Darbe hazırlamakla suçlanan çok grup var da, bu onlardan yalnızca biri.
Salıverilmeye gerekçe olarak "delil yokluğu" gösterilmiş. (Bu "salıverilme" lafına da bayılıyorum. Sanki birileri bunları kollarından tutarken birdenbire bırakıveriyor da onlar da birdenbire ok gibi fırlıyorlar, koşmaya başlıyorlar...)
Delil yoksa niçin hemen beraat etmiyorlar?

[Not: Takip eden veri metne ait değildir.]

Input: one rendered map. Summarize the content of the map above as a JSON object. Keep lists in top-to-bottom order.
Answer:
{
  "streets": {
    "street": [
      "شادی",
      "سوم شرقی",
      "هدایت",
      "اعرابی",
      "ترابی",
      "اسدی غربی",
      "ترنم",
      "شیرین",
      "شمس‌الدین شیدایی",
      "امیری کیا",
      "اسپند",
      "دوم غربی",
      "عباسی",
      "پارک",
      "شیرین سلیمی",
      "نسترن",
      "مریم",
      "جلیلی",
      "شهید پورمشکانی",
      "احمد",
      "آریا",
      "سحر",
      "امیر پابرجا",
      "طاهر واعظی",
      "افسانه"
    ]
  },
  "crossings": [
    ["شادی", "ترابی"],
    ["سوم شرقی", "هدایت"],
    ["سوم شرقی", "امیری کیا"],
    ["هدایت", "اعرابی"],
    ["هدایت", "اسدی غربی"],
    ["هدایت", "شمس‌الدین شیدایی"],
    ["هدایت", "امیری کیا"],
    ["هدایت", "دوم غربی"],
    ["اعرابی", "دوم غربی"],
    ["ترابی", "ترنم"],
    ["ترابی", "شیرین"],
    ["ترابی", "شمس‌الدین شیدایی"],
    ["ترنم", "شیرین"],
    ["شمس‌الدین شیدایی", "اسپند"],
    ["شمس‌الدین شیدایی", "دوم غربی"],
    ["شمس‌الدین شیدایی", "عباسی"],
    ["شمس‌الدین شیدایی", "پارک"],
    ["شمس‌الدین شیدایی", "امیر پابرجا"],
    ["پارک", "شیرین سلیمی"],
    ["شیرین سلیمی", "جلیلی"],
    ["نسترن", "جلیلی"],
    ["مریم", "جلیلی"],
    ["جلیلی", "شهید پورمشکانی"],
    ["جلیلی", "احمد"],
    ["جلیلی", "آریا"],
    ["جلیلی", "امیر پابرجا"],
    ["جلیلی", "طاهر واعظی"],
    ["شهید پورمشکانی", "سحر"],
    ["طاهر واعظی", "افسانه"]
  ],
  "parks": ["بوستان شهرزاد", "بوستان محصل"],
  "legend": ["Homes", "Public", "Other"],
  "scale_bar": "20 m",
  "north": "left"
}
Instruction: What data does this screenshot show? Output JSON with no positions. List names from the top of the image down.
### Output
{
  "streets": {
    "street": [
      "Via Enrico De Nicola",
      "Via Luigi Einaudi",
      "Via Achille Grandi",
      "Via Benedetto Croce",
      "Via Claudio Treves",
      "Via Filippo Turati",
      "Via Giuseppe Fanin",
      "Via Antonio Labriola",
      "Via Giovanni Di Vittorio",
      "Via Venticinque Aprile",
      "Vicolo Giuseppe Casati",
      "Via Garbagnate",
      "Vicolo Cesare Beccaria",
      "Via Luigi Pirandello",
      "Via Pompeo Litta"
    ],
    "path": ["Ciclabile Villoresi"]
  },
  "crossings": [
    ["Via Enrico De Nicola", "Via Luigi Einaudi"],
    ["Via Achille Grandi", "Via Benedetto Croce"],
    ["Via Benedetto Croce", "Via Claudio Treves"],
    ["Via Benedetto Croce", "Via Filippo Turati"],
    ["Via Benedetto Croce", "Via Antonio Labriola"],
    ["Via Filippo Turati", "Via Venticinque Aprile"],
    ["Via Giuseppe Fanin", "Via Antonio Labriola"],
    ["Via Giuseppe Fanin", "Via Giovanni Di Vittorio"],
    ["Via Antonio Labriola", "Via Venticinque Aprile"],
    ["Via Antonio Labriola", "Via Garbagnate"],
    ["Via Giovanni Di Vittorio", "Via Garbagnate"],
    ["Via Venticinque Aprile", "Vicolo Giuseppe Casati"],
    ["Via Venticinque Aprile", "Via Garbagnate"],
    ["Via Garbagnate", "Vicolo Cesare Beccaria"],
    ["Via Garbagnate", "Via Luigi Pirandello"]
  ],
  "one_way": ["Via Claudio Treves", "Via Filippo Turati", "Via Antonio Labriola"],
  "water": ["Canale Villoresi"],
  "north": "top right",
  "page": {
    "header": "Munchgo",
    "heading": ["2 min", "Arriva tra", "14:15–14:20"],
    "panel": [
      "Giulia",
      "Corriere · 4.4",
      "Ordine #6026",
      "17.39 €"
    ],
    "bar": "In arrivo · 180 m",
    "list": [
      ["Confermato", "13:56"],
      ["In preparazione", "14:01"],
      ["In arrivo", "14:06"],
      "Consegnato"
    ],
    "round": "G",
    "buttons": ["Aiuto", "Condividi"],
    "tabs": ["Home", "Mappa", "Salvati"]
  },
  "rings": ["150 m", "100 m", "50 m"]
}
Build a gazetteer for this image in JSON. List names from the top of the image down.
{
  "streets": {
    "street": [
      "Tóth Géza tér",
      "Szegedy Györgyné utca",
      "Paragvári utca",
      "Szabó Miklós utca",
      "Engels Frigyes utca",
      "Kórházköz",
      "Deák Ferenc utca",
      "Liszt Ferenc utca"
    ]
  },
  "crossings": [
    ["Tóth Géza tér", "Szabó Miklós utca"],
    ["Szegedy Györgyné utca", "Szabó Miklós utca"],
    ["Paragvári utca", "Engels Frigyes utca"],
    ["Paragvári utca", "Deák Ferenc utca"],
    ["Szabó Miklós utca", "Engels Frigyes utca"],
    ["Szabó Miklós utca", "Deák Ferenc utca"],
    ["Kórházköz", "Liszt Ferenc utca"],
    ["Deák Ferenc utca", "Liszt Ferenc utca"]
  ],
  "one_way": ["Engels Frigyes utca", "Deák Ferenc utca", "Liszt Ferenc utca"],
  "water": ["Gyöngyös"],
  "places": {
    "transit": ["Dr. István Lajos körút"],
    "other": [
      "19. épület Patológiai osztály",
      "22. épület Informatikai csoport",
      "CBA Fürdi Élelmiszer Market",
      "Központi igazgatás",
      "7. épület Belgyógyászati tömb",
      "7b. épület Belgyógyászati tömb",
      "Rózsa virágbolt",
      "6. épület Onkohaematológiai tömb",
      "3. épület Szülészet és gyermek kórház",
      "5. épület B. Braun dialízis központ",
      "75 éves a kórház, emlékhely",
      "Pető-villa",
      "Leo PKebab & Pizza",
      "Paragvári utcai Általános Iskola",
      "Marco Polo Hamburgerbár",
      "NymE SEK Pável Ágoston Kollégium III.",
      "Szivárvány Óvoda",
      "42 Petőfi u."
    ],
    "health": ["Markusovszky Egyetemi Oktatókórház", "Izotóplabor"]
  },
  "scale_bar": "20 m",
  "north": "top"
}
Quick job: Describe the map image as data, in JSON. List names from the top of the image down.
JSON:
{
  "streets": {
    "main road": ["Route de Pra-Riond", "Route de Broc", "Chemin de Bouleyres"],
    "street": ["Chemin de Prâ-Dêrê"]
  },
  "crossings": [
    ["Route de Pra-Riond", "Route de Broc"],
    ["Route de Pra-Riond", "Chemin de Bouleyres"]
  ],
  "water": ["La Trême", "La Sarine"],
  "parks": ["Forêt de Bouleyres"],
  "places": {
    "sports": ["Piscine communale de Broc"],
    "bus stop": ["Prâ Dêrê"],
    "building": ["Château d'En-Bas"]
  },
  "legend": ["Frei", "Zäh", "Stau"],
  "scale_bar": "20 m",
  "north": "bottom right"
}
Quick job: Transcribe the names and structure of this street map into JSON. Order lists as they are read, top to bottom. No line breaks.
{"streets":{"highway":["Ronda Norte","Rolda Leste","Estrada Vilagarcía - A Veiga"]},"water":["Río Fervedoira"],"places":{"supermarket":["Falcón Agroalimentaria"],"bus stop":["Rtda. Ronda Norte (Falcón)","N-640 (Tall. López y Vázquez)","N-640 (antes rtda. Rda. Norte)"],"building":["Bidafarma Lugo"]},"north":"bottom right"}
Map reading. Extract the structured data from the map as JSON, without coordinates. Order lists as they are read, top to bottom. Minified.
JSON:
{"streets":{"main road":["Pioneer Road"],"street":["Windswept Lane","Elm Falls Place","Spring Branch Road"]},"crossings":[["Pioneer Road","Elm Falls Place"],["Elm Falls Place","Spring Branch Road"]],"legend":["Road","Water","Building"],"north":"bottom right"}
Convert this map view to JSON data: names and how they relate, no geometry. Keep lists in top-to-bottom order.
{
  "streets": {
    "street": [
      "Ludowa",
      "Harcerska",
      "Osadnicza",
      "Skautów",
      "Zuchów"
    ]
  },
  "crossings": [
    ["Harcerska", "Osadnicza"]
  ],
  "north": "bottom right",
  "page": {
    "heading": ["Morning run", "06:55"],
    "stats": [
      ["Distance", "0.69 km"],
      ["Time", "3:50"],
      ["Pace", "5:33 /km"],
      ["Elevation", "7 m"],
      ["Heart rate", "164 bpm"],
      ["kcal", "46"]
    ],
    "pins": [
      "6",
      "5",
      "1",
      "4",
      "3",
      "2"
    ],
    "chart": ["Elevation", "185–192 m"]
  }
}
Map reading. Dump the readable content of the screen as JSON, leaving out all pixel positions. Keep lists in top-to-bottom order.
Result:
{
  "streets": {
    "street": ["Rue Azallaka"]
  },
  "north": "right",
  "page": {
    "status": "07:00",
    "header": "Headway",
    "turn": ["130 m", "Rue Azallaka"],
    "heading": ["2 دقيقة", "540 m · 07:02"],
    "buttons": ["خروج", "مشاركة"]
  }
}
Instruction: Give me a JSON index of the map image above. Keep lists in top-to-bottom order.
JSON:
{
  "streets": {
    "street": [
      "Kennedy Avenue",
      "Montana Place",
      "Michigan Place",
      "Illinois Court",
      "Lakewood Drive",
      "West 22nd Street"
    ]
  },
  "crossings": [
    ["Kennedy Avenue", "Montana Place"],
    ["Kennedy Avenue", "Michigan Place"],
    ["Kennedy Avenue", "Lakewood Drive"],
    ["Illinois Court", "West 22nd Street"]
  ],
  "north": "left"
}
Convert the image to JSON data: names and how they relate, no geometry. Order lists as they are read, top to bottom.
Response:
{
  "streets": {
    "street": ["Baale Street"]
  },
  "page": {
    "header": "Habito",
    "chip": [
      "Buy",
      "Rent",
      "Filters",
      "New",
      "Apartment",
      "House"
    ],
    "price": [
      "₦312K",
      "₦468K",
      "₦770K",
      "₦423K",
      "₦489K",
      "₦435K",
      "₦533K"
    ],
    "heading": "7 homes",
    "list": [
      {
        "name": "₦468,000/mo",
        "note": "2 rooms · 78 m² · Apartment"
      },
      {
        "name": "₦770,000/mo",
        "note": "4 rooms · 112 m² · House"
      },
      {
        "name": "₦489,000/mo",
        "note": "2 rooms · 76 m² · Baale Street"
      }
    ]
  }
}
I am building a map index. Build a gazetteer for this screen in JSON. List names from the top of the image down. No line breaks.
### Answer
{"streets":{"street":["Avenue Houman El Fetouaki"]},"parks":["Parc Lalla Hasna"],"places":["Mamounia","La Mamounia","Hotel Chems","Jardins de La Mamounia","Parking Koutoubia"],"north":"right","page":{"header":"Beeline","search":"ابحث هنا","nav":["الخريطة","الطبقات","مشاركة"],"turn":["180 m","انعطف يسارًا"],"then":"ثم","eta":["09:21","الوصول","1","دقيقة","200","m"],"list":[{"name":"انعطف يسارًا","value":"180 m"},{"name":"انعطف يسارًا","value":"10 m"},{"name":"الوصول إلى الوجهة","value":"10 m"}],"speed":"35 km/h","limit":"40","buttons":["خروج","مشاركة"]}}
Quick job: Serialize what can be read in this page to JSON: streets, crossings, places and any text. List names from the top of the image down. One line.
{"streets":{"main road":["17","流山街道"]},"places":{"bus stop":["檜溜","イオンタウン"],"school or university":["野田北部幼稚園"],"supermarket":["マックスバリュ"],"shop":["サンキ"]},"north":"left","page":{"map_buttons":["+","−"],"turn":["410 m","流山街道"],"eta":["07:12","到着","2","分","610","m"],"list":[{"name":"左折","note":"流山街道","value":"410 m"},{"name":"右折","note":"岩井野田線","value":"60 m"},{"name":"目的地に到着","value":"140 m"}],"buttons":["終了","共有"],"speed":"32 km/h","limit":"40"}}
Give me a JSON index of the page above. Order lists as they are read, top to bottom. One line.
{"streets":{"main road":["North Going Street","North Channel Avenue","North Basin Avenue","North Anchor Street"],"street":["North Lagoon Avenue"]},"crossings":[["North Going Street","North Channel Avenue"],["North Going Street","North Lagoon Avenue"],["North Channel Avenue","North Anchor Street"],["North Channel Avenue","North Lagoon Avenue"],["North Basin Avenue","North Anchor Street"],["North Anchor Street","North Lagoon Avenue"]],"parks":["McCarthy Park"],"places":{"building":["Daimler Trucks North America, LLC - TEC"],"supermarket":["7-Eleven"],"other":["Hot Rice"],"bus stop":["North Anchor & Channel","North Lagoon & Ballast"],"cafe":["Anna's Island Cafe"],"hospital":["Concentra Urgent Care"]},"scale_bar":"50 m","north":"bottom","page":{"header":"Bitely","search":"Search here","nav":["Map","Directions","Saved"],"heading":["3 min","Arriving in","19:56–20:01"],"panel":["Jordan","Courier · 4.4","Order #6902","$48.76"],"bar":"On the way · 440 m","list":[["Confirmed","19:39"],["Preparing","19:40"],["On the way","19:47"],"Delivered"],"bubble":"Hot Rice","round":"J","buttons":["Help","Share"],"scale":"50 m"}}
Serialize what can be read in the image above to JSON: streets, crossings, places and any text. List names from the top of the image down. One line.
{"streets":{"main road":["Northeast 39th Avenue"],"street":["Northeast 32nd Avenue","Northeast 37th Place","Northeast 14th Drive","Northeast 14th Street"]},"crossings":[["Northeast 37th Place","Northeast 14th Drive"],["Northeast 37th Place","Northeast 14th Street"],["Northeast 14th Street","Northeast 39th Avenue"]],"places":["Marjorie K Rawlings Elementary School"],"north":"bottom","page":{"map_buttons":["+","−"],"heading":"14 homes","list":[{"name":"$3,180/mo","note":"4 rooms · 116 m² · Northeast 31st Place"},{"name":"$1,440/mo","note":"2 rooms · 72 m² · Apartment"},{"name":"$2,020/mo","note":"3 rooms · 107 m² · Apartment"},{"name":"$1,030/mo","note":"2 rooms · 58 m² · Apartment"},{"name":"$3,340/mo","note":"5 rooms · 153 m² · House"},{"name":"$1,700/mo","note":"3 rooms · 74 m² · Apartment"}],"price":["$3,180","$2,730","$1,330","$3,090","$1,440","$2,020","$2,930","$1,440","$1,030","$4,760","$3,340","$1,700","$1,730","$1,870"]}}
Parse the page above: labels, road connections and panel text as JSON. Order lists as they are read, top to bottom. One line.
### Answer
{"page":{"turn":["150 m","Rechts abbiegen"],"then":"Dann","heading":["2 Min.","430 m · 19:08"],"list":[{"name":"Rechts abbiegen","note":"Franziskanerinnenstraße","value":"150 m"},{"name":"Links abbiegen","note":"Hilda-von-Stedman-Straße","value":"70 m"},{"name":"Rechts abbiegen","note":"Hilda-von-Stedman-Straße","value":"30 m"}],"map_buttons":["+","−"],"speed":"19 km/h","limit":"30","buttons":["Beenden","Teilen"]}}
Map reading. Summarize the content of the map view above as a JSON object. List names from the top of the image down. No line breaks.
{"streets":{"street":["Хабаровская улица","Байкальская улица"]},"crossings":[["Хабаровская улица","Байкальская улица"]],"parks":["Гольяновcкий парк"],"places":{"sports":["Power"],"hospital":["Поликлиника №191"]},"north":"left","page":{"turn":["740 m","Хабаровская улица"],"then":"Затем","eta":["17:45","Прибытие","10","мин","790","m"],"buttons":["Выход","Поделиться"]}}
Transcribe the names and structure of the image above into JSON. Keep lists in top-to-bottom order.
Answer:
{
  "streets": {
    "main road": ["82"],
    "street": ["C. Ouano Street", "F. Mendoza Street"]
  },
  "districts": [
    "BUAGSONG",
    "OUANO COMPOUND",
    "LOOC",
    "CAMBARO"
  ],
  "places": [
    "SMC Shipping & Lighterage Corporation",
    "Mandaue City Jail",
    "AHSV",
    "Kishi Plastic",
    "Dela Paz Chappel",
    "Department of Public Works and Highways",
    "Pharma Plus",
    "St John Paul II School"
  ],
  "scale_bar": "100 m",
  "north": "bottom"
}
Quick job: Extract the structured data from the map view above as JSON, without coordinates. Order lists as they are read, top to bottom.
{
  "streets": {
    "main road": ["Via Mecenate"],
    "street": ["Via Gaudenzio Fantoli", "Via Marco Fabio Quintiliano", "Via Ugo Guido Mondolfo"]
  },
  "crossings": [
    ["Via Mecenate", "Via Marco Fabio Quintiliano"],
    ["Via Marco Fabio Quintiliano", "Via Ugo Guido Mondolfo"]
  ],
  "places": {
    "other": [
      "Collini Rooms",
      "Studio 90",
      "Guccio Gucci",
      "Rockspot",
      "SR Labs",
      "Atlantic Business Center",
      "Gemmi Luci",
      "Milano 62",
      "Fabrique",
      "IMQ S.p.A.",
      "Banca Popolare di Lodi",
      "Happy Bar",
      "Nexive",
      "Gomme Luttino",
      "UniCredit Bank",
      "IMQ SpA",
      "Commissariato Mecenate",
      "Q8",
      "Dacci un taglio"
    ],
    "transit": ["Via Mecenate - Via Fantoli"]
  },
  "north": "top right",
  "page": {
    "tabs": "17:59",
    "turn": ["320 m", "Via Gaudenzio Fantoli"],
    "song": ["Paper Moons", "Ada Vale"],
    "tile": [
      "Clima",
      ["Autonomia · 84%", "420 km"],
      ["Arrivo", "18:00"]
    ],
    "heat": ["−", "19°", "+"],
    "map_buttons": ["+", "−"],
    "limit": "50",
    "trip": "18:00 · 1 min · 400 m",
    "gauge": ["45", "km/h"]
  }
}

Hemen o celsede biterdi bu iş...
Hayır, asıl mesele o değilmiş.
"Sanıkların duruşmalar sırasındaki davranışları" gözönüne alınmış.
Allah Allah, mahkeme heyetine "ben sizi tanımam" diye diklenen Celal Bayar tutulmuştu da, ezilip büzülen, "arz edeceğim reis beyefendi" diye alttan alan Adnan Menderes niçin bırakılmamıştı?
"Kaçar" diye herhalde...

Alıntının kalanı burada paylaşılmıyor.